● **Your goal**: Once you have checked each line below, report only the number of lines that contain the word "markers".

*** Opening Supplied data ***

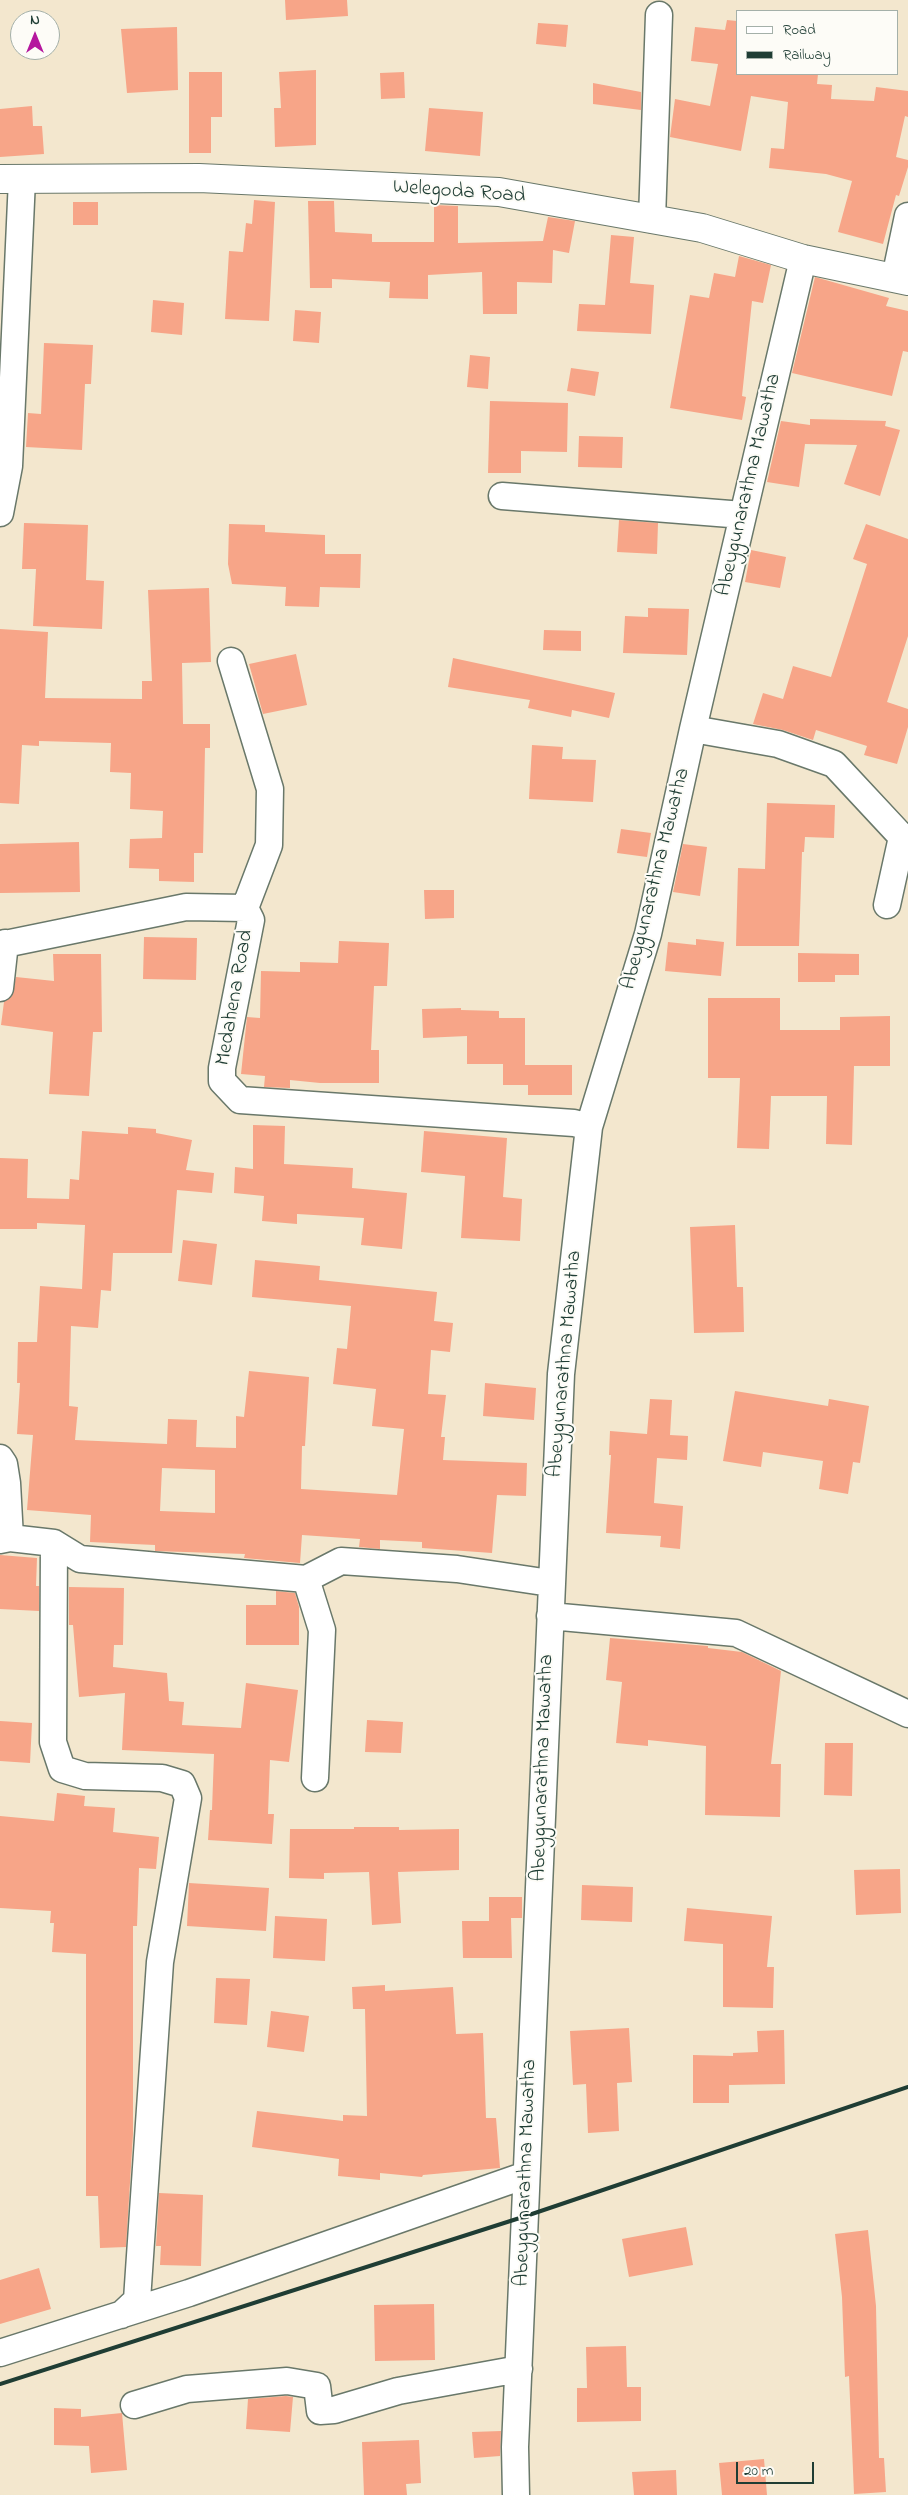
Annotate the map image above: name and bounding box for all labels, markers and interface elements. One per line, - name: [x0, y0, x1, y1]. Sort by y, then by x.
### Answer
- north arrow: [10, 10, 60, 60]
- text: N: [30, 10, 40, 31]
- legend: [736, 10, 898, 75]
- text: Road: [783, 19, 816, 41]
- text: Railway: [783, 44, 831, 66]
- street label: Welegoda Road: [392, 176, 526, 210]
- street label: Abeygunarathna Mawatha: [712, 371, 788, 599]
- street label: Abeygunarathna Mawatha: [617, 766, 697, 992]
- street label: Medahena Road: [212, 928, 260, 1068]
- street label: Abeygunarathna Mawatha: [544, 1250, 588, 1478]
- street label: Abeygunarathna Mawatha: [527, 1654, 561, 1882]
- street label: Abeygunarathna Mawatha: [510, 2059, 544, 2287]
- scale bar: [738, 2452, 816, 2484]
- text: 20 m: [744, 2460, 773, 2482]

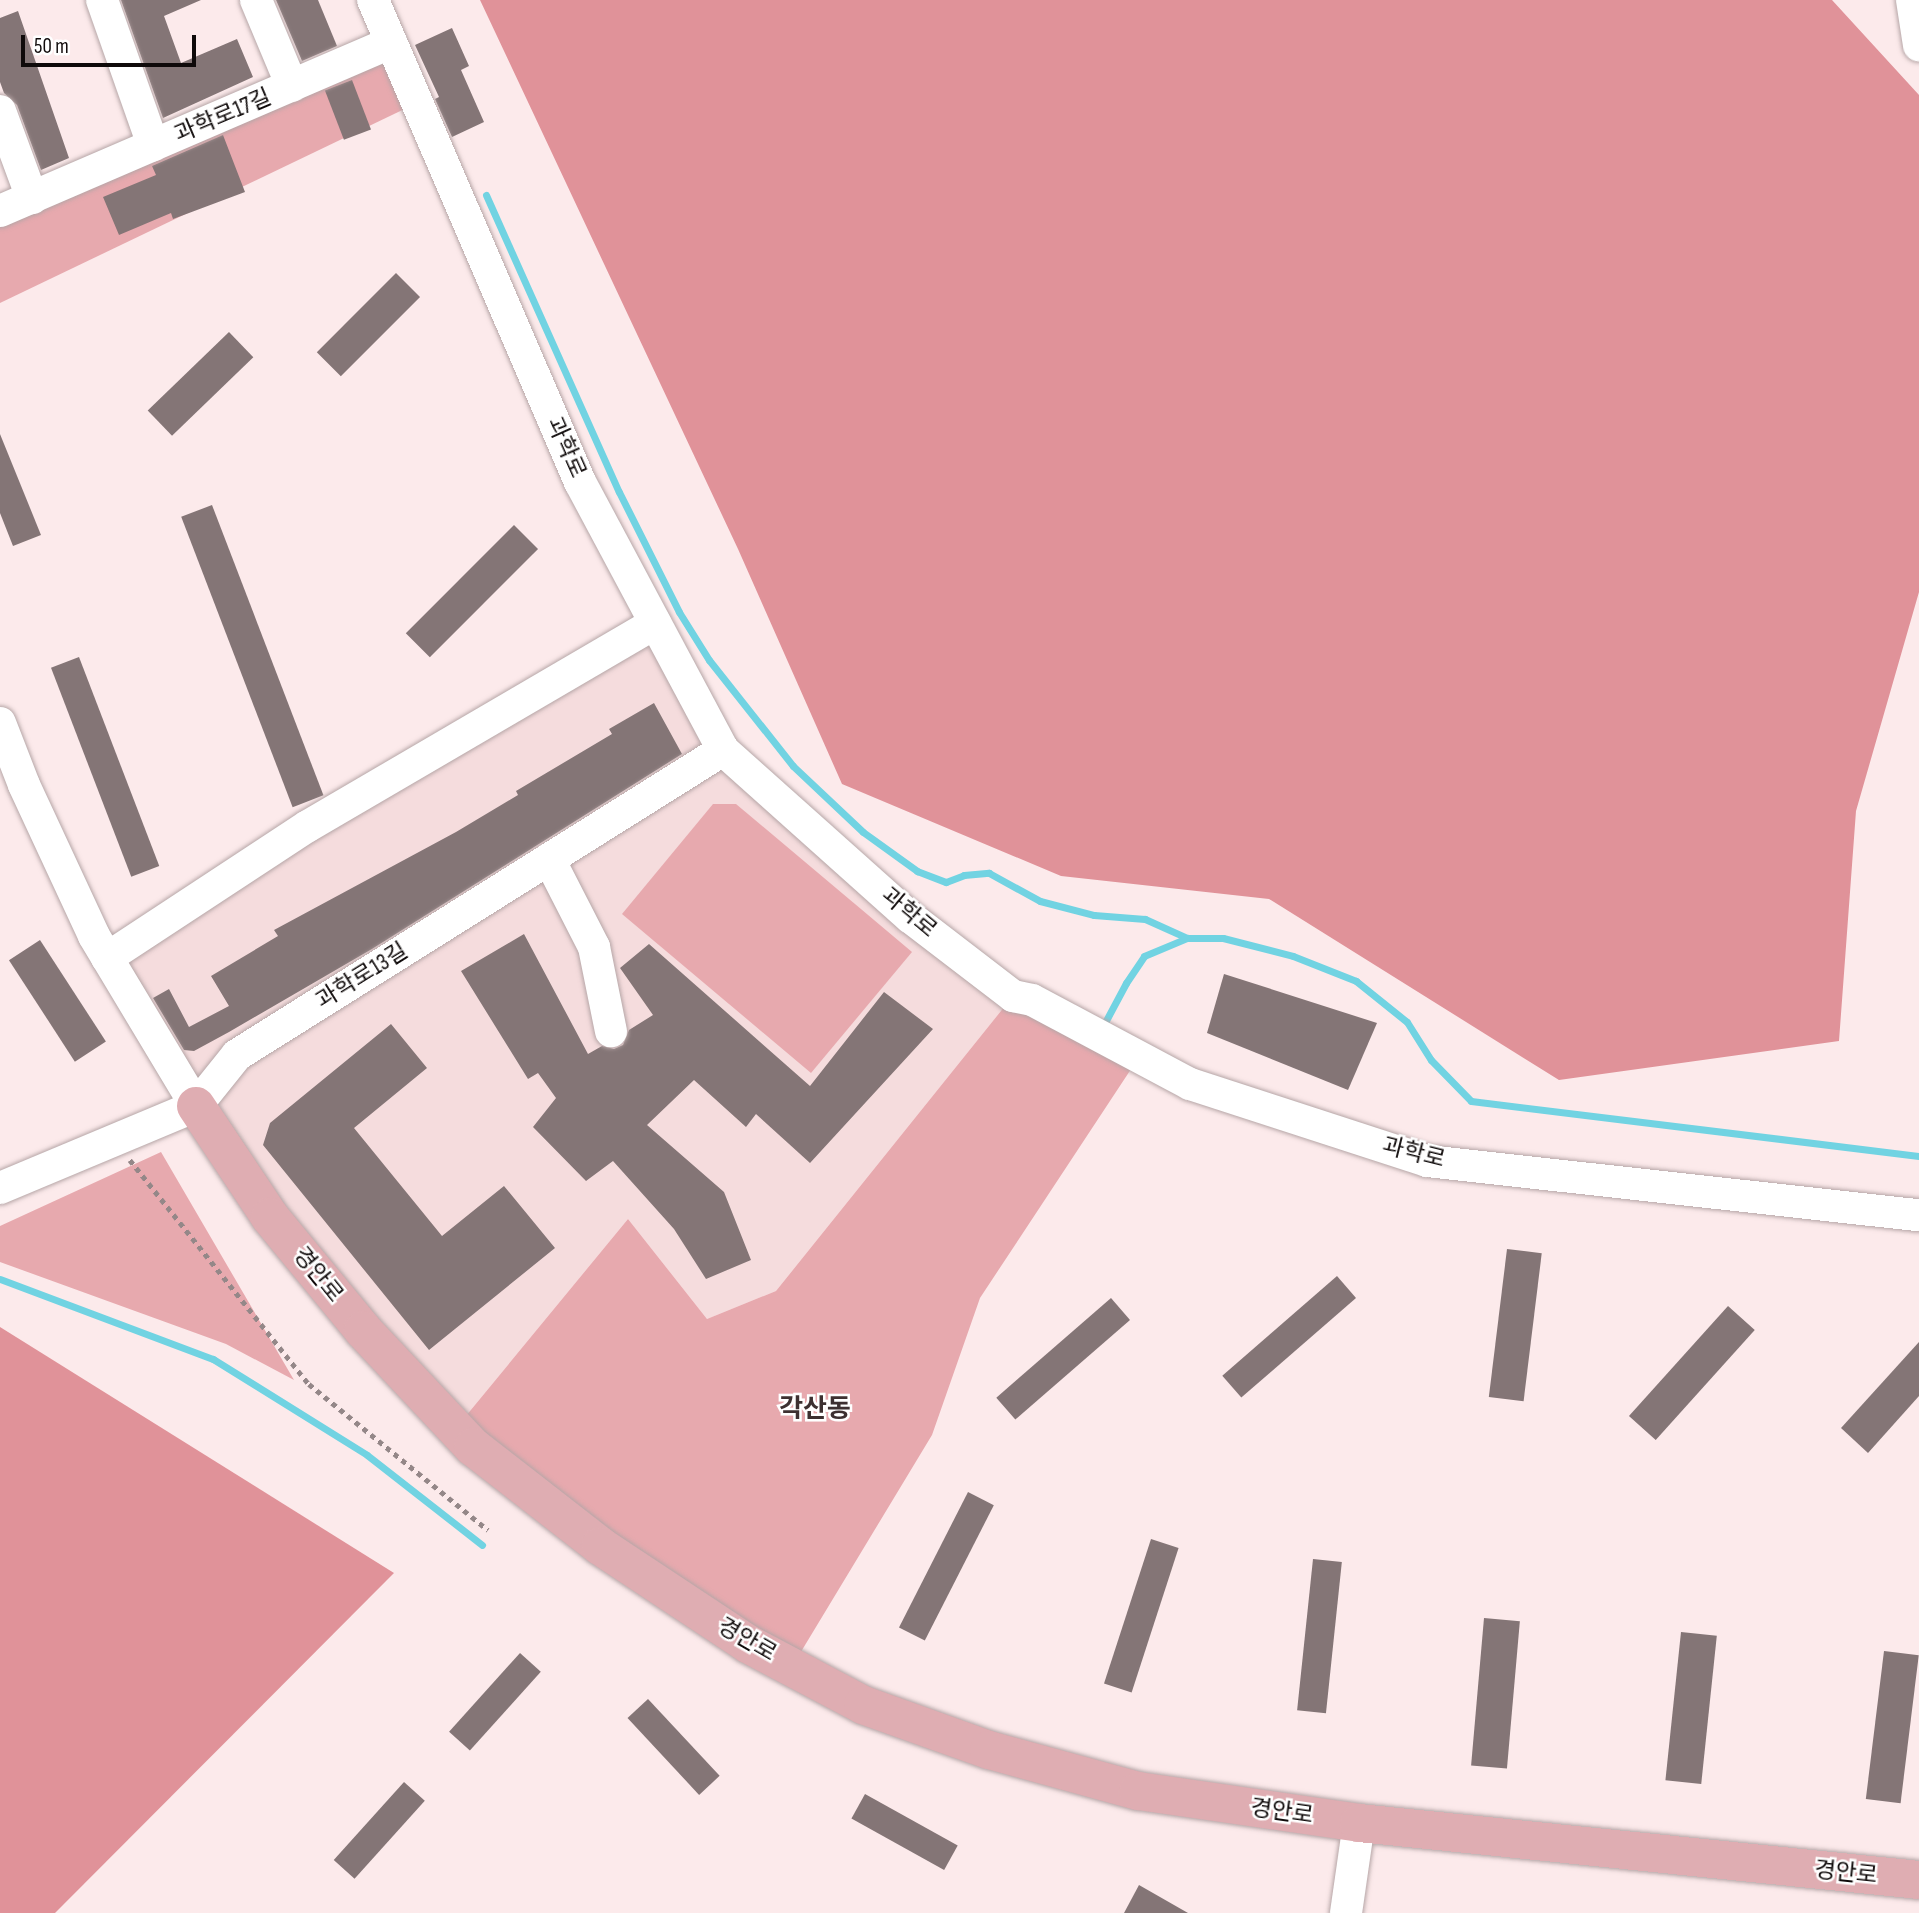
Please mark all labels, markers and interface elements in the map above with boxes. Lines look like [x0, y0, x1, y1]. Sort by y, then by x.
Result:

*** Closing Supplied data ***

● **Solved problem**: 2